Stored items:
___
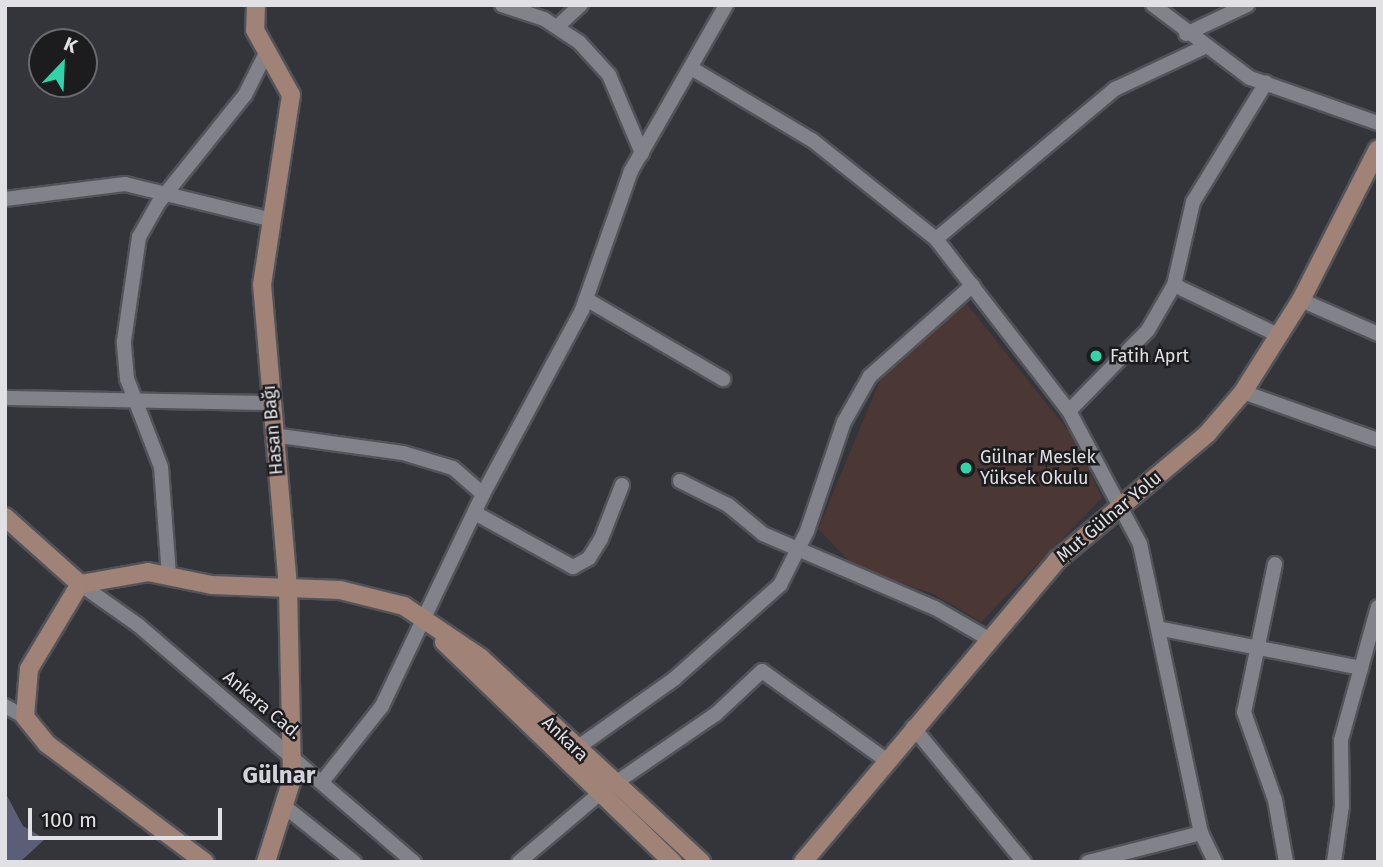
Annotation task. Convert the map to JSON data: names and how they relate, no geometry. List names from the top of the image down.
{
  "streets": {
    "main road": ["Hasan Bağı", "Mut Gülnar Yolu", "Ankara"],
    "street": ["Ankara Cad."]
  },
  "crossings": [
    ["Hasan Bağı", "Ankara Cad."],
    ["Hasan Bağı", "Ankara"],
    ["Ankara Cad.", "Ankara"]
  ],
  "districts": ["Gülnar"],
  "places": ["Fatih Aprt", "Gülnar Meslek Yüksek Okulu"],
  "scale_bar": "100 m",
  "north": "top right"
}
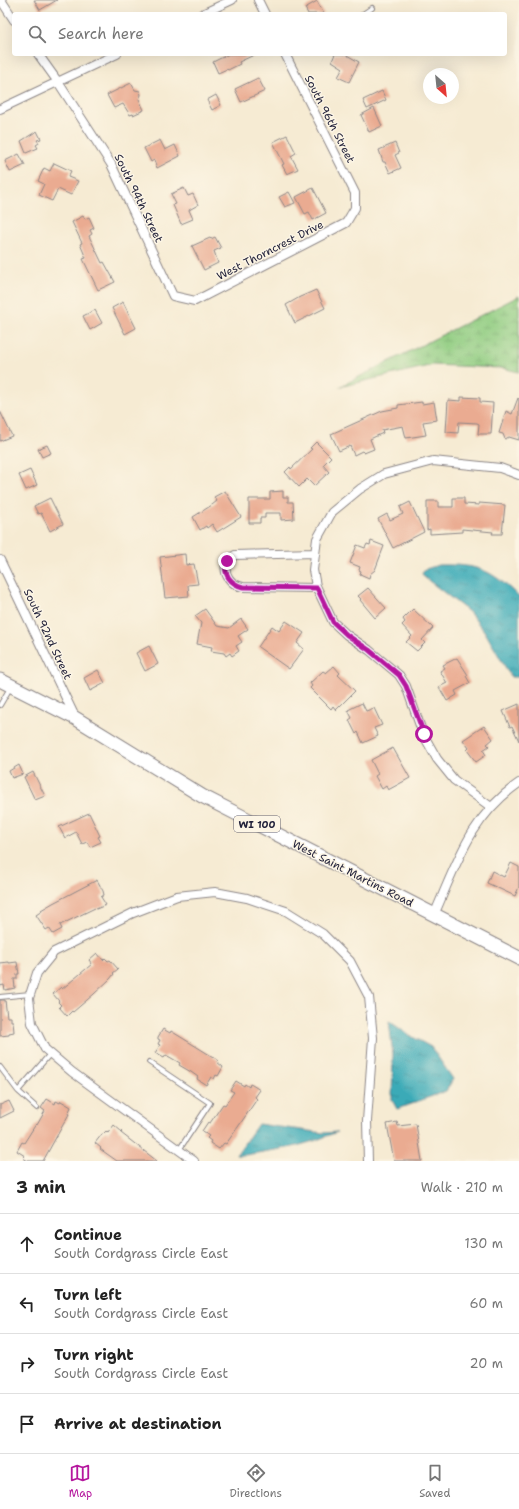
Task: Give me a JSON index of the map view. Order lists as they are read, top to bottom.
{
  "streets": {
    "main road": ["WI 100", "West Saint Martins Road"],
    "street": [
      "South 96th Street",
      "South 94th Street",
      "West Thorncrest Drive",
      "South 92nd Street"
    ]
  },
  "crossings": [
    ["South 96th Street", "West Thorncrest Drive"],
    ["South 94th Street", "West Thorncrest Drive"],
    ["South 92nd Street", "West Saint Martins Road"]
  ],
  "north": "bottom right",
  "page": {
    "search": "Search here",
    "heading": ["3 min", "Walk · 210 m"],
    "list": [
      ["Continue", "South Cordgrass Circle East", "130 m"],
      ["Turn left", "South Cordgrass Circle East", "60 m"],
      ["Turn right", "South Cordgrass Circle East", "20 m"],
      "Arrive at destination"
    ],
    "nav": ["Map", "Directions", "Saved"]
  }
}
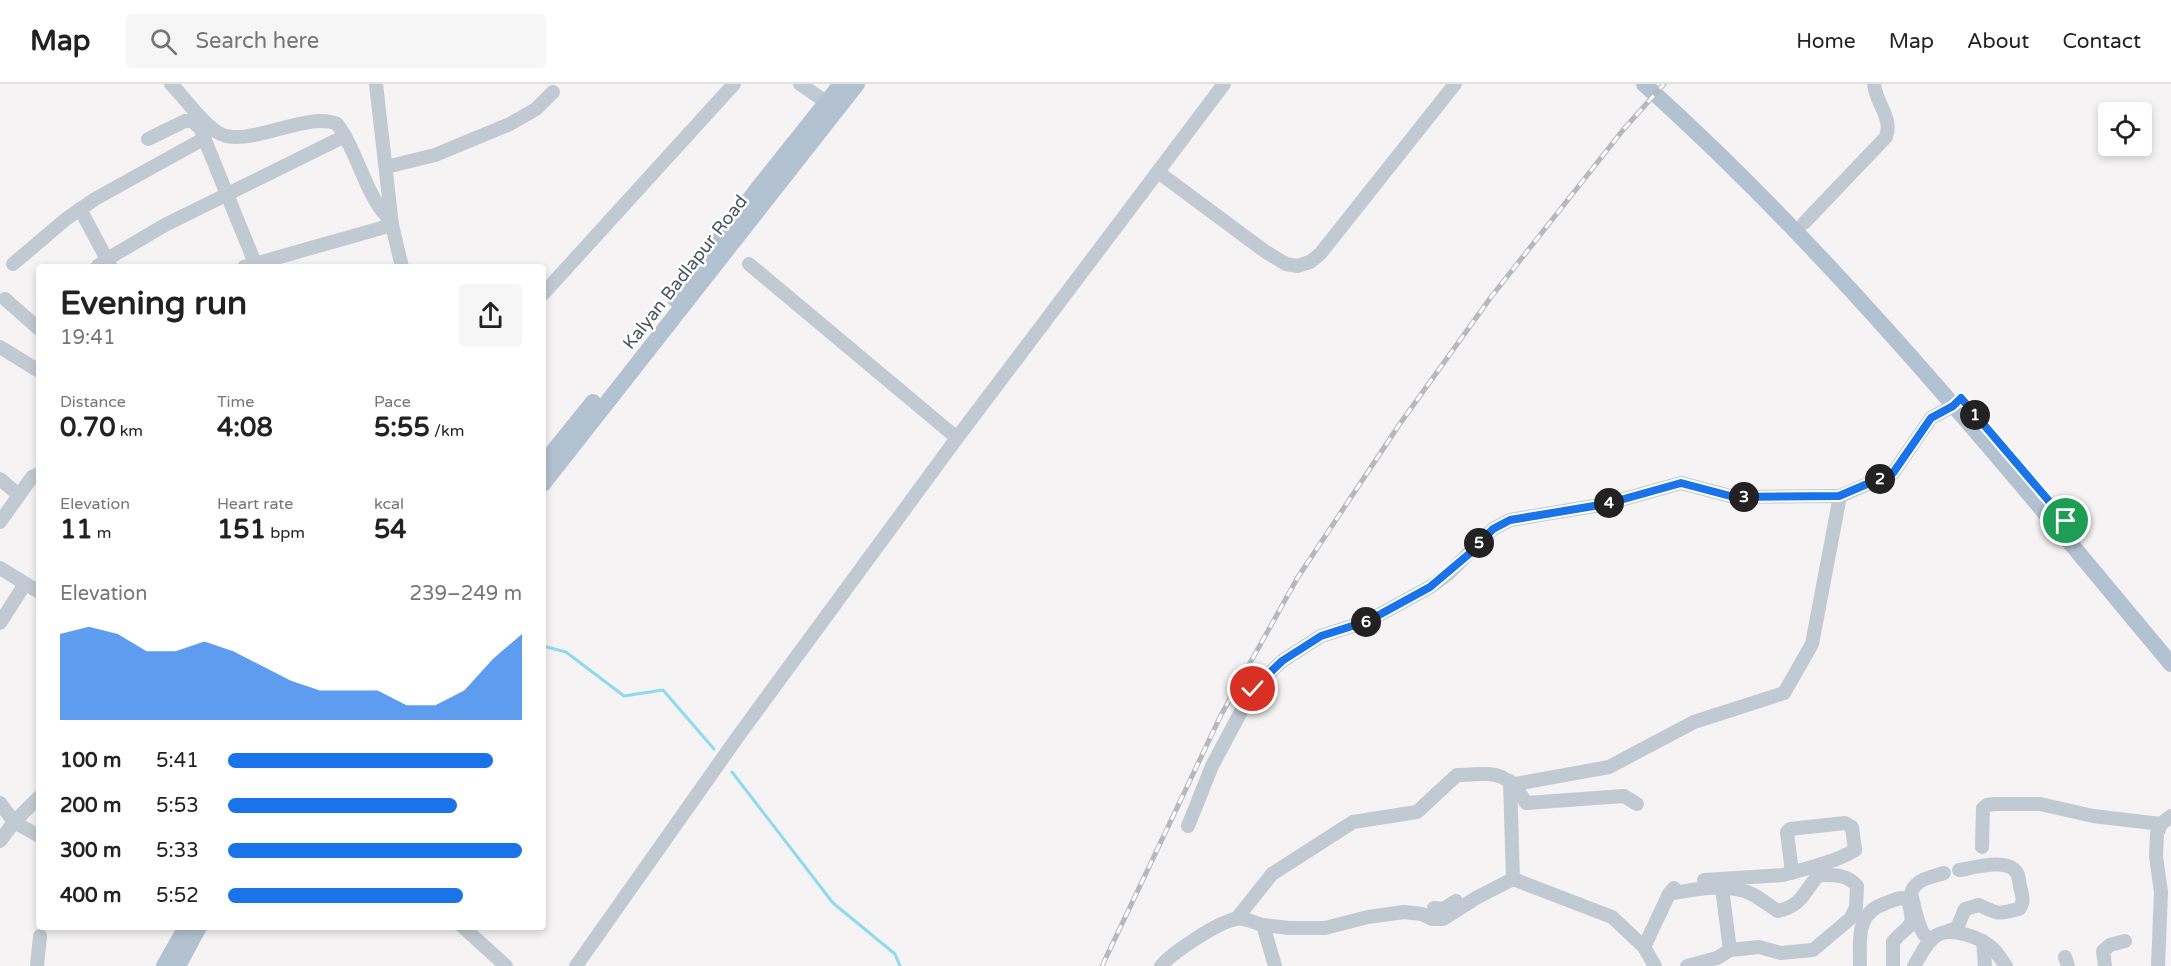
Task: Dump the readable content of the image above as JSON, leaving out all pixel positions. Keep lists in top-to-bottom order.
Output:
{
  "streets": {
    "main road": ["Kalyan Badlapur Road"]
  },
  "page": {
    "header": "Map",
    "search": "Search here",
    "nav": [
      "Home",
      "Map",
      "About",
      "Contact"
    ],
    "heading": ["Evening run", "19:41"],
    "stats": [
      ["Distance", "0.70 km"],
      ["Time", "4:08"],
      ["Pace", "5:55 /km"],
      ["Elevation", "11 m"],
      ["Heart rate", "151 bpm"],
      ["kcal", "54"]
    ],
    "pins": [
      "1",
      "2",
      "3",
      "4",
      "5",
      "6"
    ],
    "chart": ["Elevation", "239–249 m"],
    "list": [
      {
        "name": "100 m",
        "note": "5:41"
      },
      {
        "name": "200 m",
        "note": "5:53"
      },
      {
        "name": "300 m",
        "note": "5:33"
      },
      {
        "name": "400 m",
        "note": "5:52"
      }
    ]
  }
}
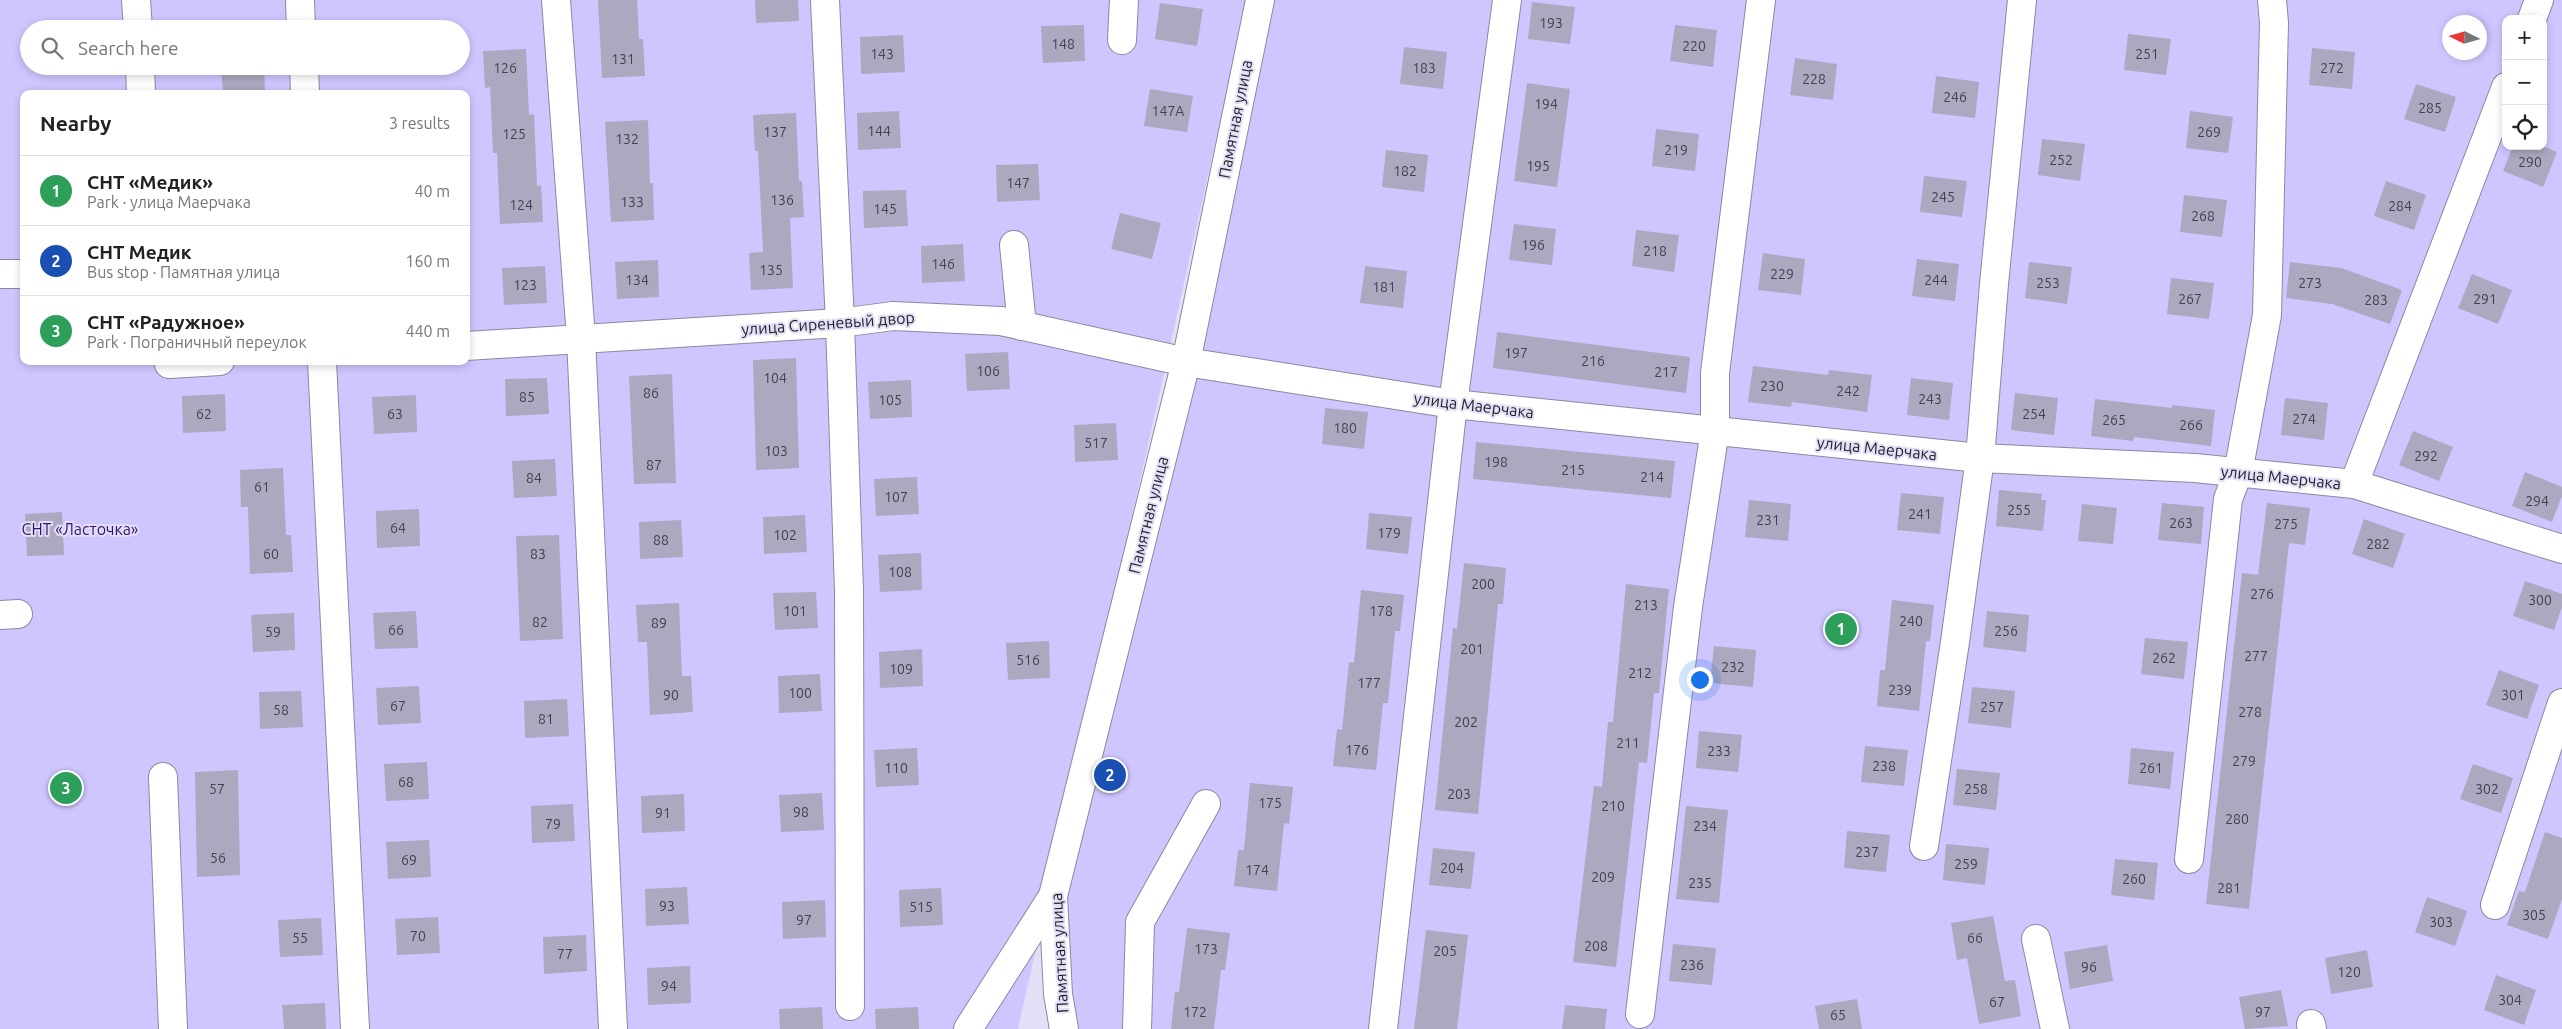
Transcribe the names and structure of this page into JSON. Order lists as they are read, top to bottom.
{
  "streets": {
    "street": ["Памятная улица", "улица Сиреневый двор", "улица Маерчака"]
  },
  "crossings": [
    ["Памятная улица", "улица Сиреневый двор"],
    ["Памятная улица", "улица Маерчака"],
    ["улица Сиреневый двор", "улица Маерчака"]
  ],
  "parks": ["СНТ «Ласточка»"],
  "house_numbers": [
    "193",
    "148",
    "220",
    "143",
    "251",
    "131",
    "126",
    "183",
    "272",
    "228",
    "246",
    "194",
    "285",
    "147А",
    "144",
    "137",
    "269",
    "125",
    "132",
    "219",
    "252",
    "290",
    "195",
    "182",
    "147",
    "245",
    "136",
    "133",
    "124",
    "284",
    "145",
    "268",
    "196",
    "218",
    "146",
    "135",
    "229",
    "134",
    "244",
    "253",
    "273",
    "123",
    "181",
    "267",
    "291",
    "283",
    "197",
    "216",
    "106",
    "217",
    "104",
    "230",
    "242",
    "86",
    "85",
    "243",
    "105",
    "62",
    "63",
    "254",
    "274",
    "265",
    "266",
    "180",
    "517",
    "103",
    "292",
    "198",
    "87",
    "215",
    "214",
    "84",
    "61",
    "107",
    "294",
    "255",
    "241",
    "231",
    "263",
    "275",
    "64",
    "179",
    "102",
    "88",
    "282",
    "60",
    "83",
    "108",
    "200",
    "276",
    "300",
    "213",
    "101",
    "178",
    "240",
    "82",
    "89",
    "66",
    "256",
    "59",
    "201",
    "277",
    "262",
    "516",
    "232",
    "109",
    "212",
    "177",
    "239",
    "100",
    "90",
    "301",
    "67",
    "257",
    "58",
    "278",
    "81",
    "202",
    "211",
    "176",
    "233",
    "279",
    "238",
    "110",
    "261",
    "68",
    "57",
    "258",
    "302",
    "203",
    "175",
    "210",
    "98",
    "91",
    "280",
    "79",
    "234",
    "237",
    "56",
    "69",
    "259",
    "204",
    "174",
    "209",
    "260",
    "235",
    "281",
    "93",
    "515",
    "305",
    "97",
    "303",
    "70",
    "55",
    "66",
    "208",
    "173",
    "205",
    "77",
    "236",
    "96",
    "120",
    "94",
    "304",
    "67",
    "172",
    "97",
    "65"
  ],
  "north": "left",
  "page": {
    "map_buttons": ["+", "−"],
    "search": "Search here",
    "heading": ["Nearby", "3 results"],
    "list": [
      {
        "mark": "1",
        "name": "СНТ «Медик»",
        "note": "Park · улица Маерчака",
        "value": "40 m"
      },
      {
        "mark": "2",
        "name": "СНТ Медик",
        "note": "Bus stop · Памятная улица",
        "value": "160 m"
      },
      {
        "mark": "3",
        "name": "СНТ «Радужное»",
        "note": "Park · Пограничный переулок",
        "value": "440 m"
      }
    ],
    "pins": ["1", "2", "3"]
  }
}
___
● **ABOUT THIS TASK**: Your answer must be the full set of entries, set down exactly and without pictures.

● **SOLUTION TO THE EXERCISE**:
Annotation task. Convert the map to JSON data: names and how they relate, no geometry. List names from the top of the image down.
{
  "streets": {
    "main road": ["Hasan Bağı", "Mut Gülnar Yolu", "Ankara"],
    "street": ["Ankara Cad."]
  },
  "crossings": [
    ["Hasan Bağı", "Ankara Cad."],
    ["Hasan Bağı", "Ankara"],
    ["Ankara Cad.", "Ankara"]
  ],
  "districts": ["Gülnar"],
  "places": ["Fatih Aprt", "Gülnar Meslek Yüksek Okulu"],
  "scale_bar": "100 m",
  "north": "top right"
}
Task: Give me a JSON index of the map view. Order lists as they are read, top to bottom.
{
  "streets": {
    "main road": ["WI 100", "West Saint Martins Road"],
    "street": [
      "South 96th Street",
      "South 94th Street",
      "West Thorncrest Drive",
      "South 92nd Street"
    ]
  },
  "crossings": [
    ["South 96th Street", "West Thorncrest Drive"],
    ["South 94th Street", "West Thorncrest Drive"],
    ["South 92nd Street", "West Saint Martins Road"]
  ],
  "north": "bottom right",
  "page": {
    "search": "Search here",
    "heading": ["3 min", "Walk · 210 m"],
    "list": [
      ["Continue", "South Cordgrass Circle East", "130 m"],
      ["Turn left", "South Cordgrass Circle East", "60 m"],
      ["Turn right", "South Cordgrass Circle East", "20 m"],
      "Arrive at destination"
    ],
    "nav": ["Map", "Directions", "Saved"]
  }
}
Task: Dump the readable content of the image above as JSON, leaving out all pixel positions. Keep lists in top-to-bottom order.
Output:
{
  "streets": {
    "main road": ["Kalyan Badlapur Road"]
  },
  "page": {
    "header": "Map",
    "search": "Search here",
    "nav": [
      "Home",
      "Map",
      "About",
      "Contact"
    ],
    "heading": ["Evening run", "19:41"],
    "stats": [
      ["Distance", "0.70 km"],
      ["Time", "4:08"],
      ["Pace", "5:55 /km"],
      ["Elevation", "11 m"],
      ["Heart rate", "151 bpm"],
      ["kcal", "54"]
    ],
    "pins": [
      "1",
      "2",
      "3",
      "4",
      "5",
      "6"
    ],
    "chart": ["Elevation", "239–249 m"],
    "list": [
      {
        "name": "100 m",
        "note": "5:41"
      },
      {
        "name": "200 m",
        "note": "5:53"
      },
      {
        "name": "300 m",
        "note": "5:33"
      },
      {
        "name": "400 m",
        "note": "5:52"
      }
    ]
  }
}
Transcribe the names and structure of this page into JSON. Order lists as they are read, top to bottom.
{
  "streets": {
    "street": ["Памятная улица", "улица Сиреневый двор", "улица Маерчака"]
  },
  "crossings": [
    ["Памятная улица", "улица Сиреневый двор"],
    ["Памятная улица", "улица Маерчака"],
    ["улица Сиреневый двор", "улица Маерчака"]
  ],
  "parks": ["СНТ «Ласточка»"],
  "house_numbers": [
    "193",
    "148",
    "220",
    "143",
    "251",
    "131",
    "126",
    "183",
    "272",
    "228",
    "246",
    "194",
    "285",
    "147А",
    "144",
    "137",
    "269",
    "125",
    "132",
    "219",
    "252",
    "290",
    "195",
    "182",
    "147",
    "245",
    "136",
    "133",
    "124",
    "284",
    "145",
    "268",
    "196",
    "218",
    "146",
    "135",
    "229",
    "134",
    "244",
    "253",
    "273",
    "123",
    "181",
    "267",
    "291",
    "283",
    "197",
    "216",
    "106",
    "217",
    "104",
    "230",
    "242",
    "86",
    "85",
    "243",
    "105",
    "62",
    "63",
    "254",
    "274",
    "265",
    "266",
    "180",
    "517",
    "103",
    "292",
    "198",
    "87",
    "215",
    "214",
    "84",
    "61",
    "107",
    "294",
    "255",
    "241",
    "231",
    "263",
    "275",
    "64",
    "179",
    "102",
    "88",
    "282",
    "60",
    "83",
    "108",
    "200",
    "276",
    "300",
    "213",
    "101",
    "178",
    "240",
    "82",
    "89",
    "66",
    "256",
    "59",
    "201",
    "277",
    "262",
    "516",
    "232",
    "109",
    "212",
    "177",
    "239",
    "100",
    "90",
    "301",
    "67",
    "257",
    "58",
    "278",
    "81",
    "202",
    "211",
    "176",
    "233",
    "279",
    "238",
    "110",
    "261",
    "68",
    "57",
    "258",
    "302",
    "203",
    "175",
    "210",
    "98",
    "91",
    "280",
    "79",
    "234",
    "237",
    "56",
    "69",
    "259",
    "204",
    "174",
    "209",
    "260",
    "235",
    "281",
    "93",
    "515",
    "305",
    "97",
    "303",
    "70",
    "55",
    "66",
    "208",
    "173",
    "205",
    "77",
    "236",
    "96",
    "120",
    "94",
    "304",
    "67",
    "172",
    "97",
    "65"
  ],
  "north": "left",
  "page": {
    "map_buttons": ["+", "−"],
    "search": "Search here",
    "heading": ["Nearby", "3 results"],
    "list": [
      {
        "mark": "1",
        "name": "СНТ «Медик»",
        "note": "Park · улица Маерчака",
        "value": "40 m"
      },
      {
        "mark": "2",
        "name": "СНТ Медик",
        "note": "Bus stop · Памятная улица",
        "value": "160 m"
      },
      {
        "mark": "3",
        "name": "СНТ «Радужное»",
        "note": "Park · Пограничный переулок",
        "value": "440 m"
      }
    ],
    "pins": ["1", "2", "3"]
  }
}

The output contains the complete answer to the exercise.